■ Brief ■
Every line below is to be quoted exactly, with nothing added or dropped.

Collected data entries
__________
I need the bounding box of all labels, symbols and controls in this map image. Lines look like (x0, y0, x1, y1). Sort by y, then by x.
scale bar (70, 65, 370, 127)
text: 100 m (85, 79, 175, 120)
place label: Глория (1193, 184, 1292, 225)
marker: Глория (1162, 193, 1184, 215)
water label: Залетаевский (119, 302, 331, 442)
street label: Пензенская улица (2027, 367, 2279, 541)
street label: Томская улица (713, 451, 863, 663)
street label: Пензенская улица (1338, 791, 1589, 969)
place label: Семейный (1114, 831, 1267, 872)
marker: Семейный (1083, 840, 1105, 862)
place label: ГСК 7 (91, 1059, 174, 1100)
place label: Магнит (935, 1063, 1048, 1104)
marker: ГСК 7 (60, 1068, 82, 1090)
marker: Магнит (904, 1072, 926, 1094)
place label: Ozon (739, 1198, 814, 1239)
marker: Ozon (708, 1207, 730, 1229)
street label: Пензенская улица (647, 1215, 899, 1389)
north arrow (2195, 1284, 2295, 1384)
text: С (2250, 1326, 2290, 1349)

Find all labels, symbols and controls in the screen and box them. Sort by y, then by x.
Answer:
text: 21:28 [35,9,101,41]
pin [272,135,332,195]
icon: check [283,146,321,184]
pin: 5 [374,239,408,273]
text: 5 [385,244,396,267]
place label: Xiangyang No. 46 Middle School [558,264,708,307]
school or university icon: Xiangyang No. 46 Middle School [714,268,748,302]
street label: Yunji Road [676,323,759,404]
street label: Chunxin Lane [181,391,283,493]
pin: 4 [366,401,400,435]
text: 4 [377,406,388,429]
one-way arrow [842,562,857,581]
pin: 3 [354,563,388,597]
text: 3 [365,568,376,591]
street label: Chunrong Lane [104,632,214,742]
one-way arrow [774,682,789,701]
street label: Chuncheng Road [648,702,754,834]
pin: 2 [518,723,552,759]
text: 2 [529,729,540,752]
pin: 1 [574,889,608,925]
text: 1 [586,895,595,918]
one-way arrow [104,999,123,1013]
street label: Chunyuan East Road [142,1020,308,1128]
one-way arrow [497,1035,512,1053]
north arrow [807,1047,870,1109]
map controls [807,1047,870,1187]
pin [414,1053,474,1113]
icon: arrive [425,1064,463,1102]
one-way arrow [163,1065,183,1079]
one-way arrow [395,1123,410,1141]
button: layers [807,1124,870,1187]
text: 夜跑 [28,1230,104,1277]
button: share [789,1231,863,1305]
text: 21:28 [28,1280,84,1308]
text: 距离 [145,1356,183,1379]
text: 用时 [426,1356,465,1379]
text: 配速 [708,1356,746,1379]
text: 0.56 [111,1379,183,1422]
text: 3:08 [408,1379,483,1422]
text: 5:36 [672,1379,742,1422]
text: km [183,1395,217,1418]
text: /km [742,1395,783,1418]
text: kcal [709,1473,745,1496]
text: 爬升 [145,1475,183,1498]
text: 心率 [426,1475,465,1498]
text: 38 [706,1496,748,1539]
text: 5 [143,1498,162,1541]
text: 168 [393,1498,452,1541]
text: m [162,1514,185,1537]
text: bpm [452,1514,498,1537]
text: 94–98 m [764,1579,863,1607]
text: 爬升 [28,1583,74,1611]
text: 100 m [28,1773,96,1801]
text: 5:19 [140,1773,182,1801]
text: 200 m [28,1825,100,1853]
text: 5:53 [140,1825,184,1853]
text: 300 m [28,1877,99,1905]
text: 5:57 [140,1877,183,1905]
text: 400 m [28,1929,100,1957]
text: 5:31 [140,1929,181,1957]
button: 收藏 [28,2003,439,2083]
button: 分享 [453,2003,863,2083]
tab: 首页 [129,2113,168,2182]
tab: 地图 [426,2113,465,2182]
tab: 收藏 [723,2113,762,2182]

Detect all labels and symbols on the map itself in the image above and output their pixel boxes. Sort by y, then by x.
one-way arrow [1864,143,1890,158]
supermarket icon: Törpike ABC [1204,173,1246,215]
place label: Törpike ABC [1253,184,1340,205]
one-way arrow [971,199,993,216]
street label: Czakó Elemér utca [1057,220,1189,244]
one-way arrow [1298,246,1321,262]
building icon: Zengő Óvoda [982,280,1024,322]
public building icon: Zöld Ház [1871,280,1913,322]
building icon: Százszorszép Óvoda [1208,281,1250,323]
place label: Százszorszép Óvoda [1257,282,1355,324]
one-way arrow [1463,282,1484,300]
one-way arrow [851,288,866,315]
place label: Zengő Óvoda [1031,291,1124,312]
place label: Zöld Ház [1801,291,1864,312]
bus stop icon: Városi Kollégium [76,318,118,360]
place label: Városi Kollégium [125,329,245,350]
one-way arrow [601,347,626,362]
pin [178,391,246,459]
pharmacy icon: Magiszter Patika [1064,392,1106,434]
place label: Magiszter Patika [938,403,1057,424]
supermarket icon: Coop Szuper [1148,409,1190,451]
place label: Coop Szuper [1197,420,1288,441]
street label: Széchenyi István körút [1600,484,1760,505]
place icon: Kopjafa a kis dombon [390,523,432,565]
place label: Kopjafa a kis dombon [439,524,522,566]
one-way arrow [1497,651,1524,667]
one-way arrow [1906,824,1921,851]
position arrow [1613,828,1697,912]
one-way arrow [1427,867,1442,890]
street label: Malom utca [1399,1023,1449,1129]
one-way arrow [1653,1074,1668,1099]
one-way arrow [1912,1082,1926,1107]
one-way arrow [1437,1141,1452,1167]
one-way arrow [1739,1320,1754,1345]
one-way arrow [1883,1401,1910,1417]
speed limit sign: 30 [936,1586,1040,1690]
__________
■ Written answer ■
I need the bounding box of all labels, symbols and controls in this map image. Lines look like (x0, y0, x1, y1). Sort by y, then by x.
scale bar (70, 65, 370, 127)
text: 100 m (85, 79, 175, 120)
place label: Глория (1193, 184, 1292, 225)
marker: Глория (1162, 193, 1184, 215)
water label: Залетаевский (119, 302, 331, 442)
street label: Пензенская улица (2027, 367, 2279, 541)
street label: Томская улица (713, 451, 863, 663)
street label: Пензенская улица (1338, 791, 1589, 969)
place label: Семейный (1114, 831, 1267, 872)
marker: Семейный (1083, 840, 1105, 862)
place label: ГСК 7 (91, 1059, 174, 1100)
place label: Магнит (935, 1063, 1048, 1104)
marker: ГСК 7 (60, 1068, 82, 1090)
marker: Магнит (904, 1072, 926, 1094)
place label: Ozon (739, 1198, 814, 1239)
marker: Ozon (708, 1207, 730, 1229)
street label: Пензенская улица (647, 1215, 899, 1389)
north arrow (2195, 1284, 2295, 1384)
text: С (2250, 1326, 2290, 1349)

Find all labels, symbols and controls in the screen and box them. Sort by y, then by x.
Answer:
text: 21:28 [35,9,101,41]
pin [272,135,332,195]
icon: check [283,146,321,184]
pin: 5 [374,239,408,273]
text: 5 [385,244,396,267]
place label: Xiangyang No. 46 Middle School [558,264,708,307]
school or university icon: Xiangyang No. 46 Middle School [714,268,748,302]
street label: Yunji Road [676,323,759,404]
street label: Chunxin Lane [181,391,283,493]
pin: 4 [366,401,400,435]
text: 4 [377,406,388,429]
one-way arrow [842,562,857,581]
pin: 3 [354,563,388,597]
text: 3 [365,568,376,591]
street label: Chunrong Lane [104,632,214,742]
one-way arrow [774,682,789,701]
street label: Chuncheng Road [648,702,754,834]
pin: 2 [518,723,552,759]
text: 2 [529,729,540,752]
pin: 1 [574,889,608,925]
text: 1 [586,895,595,918]
one-way arrow [104,999,123,1013]
street label: Chunyuan East Road [142,1020,308,1128]
one-way arrow [497,1035,512,1053]
north arrow [807,1047,870,1109]
map controls [807,1047,870,1187]
pin [414,1053,474,1113]
icon: arrive [425,1064,463,1102]
one-way arrow [163,1065,183,1079]
one-way arrow [395,1123,410,1141]
button: layers [807,1124,870,1187]
text: 夜跑 [28,1230,104,1277]
button: share [789,1231,863,1305]
text: 21:28 [28,1280,84,1308]
text: 距离 [145,1356,183,1379]
text: 用时 [426,1356,465,1379]
text: 配速 [708,1356,746,1379]
text: 0.56 [111,1379,183,1422]
text: 3:08 [408,1379,483,1422]
text: 5:36 [672,1379,742,1422]
text: km [183,1395,217,1418]
text: /km [742,1395,783,1418]
text: kcal [709,1473,745,1496]
text: 爬升 [145,1475,183,1498]
text: 心率 [426,1475,465,1498]
text: 38 [706,1496,748,1539]
text: 5 [143,1498,162,1541]
text: 168 [393,1498,452,1541]
text: m [162,1514,185,1537]
text: bpm [452,1514,498,1537]
text: 94–98 m [764,1579,863,1607]
text: 爬升 [28,1583,74,1611]
text: 100 m [28,1773,96,1801]
text: 5:19 [140,1773,182,1801]
text: 200 m [28,1825,100,1853]
text: 5:53 [140,1825,184,1853]
text: 300 m [28,1877,99,1905]
text: 5:57 [140,1877,183,1905]
text: 400 m [28,1929,100,1957]
text: 5:31 [140,1929,181,1957]
button: 收藏 [28,2003,439,2083]
button: 分享 [453,2003,863,2083]
tab: 首页 [129,2113,168,2182]
tab: 地图 [426,2113,465,2182]
tab: 收藏 [723,2113,762,2182]

Detect all labels and symbols on the map itself in the image above and output their pixel boxes. Sort by y, then by x.
one-way arrow [1864,143,1890,158]
supermarket icon: Törpike ABC [1204,173,1246,215]
place label: Törpike ABC [1253,184,1340,205]
one-way arrow [971,199,993,216]
street label: Czakó Elemér utca [1057,220,1189,244]
one-way arrow [1298,246,1321,262]
building icon: Zengő Óvoda [982,280,1024,322]
public building icon: Zöld Ház [1871,280,1913,322]
building icon: Százszorszép Óvoda [1208,281,1250,323]
place label: Százszorszép Óvoda [1257,282,1355,324]
one-way arrow [1463,282,1484,300]
one-way arrow [851,288,866,315]
place label: Zengő Óvoda [1031,291,1124,312]
place label: Zöld Ház [1801,291,1864,312]
bus stop icon: Városi Kollégium [76,318,118,360]
place label: Városi Kollégium [125,329,245,350]
one-way arrow [601,347,626,362]
pin [178,391,246,459]
pharmacy icon: Magiszter Patika [1064,392,1106,434]
place label: Magiszter Patika [938,403,1057,424]
supermarket icon: Coop Szuper [1148,409,1190,451]
place label: Coop Szuper [1197,420,1288,441]
street label: Széchenyi István körút [1600,484,1760,505]
place icon: Kopjafa a kis dombon [390,523,432,565]
place label: Kopjafa a kis dombon [439,524,522,566]
one-way arrow [1497,651,1524,667]
one-way arrow [1906,824,1921,851]
position arrow [1613,828,1697,912]
one-way arrow [1427,867,1442,890]
street label: Malom utca [1399,1023,1449,1129]
one-way arrow [1653,1074,1668,1099]
one-way arrow [1912,1082,1926,1107]
one-way arrow [1437,1141,1452,1167]
one-way arrow [1739,1320,1754,1345]
one-way arrow [1883,1401,1910,1417]
speed limit sign: 30 [936,1586,1040,1690]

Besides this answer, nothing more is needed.